Supplied material =

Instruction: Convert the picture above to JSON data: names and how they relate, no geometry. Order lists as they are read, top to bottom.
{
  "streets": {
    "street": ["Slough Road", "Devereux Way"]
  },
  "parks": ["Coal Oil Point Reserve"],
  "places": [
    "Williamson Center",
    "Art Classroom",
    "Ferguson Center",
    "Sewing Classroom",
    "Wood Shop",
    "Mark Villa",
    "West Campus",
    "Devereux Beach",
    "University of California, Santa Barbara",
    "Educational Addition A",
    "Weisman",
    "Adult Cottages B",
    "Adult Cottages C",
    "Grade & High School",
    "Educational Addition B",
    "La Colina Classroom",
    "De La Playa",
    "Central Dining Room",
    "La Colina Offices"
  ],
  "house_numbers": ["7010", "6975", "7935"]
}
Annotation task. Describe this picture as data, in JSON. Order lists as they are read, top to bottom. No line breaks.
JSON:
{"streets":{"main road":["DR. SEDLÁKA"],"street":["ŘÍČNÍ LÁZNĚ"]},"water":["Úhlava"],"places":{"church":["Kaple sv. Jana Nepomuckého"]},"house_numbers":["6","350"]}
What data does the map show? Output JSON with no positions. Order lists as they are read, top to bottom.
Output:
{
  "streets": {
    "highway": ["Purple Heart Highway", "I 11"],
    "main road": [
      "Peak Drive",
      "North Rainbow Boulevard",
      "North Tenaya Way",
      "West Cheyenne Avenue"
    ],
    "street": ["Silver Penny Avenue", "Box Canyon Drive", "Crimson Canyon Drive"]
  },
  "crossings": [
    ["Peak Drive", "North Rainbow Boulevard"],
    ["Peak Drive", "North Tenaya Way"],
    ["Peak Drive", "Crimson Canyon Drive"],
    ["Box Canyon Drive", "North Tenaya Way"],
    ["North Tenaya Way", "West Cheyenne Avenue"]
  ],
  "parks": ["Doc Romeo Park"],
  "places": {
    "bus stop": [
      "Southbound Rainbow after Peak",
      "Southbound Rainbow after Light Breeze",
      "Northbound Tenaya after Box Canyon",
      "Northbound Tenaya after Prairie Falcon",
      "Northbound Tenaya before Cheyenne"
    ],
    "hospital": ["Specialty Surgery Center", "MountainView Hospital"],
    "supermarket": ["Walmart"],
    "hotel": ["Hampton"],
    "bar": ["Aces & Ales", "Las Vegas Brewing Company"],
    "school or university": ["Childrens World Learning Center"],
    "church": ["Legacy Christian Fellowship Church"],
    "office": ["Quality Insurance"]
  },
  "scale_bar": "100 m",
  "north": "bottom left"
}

Exercise description =
Exactly as they appear, please write out the lines from the opening of the listing above down to the line containing "What data does", with both end lines included.

Result =
Instruction: Convert the picture above to JSON data: names and how they relate, no geometry. Order lists as they are read, top to bottom.
{
  "streets": {
    "street": ["Slough Road", "Devereux Way"]
  },
  "parks": ["Coal Oil Point Reserve"],
  "places": [
    "Williamson Center",
    "Art Classroom",
    "Ferguson Center",
    "Sewing Classroom",
    "Wood Shop",
    "Mark Villa",
    "West Campus",
    "Devereux Beach",
    "University of California, Santa Barbara",
    "Educational Addition A",
    "Weisman",
    "Adult Cottages B",
    "Adult Cottages C",
    "Grade & High School",
    "Educational Addition B",
    "La Colina Classroom",
    "De La Playa",
    "Central Dining Room",
    "La Colina Offices"
  ],
  "house_numbers": ["7010", "6975", "7935"]
}
Annotation task. Describe this picture as data, in JSON. Order lists as they are read, top to bottom. No line breaks.
JSON:
{"streets":{"main road":["DR. SEDLÁKA"],"street":["ŘÍČNÍ LÁZNĚ"]},"water":["Úhlava"],"places":{"church":["Kaple sv. Jana Nepomuckého"]},"house_numbers":["6","350"]}
What data does the map show? Output JSON with no positions. Order lists as they are read, top to bottom.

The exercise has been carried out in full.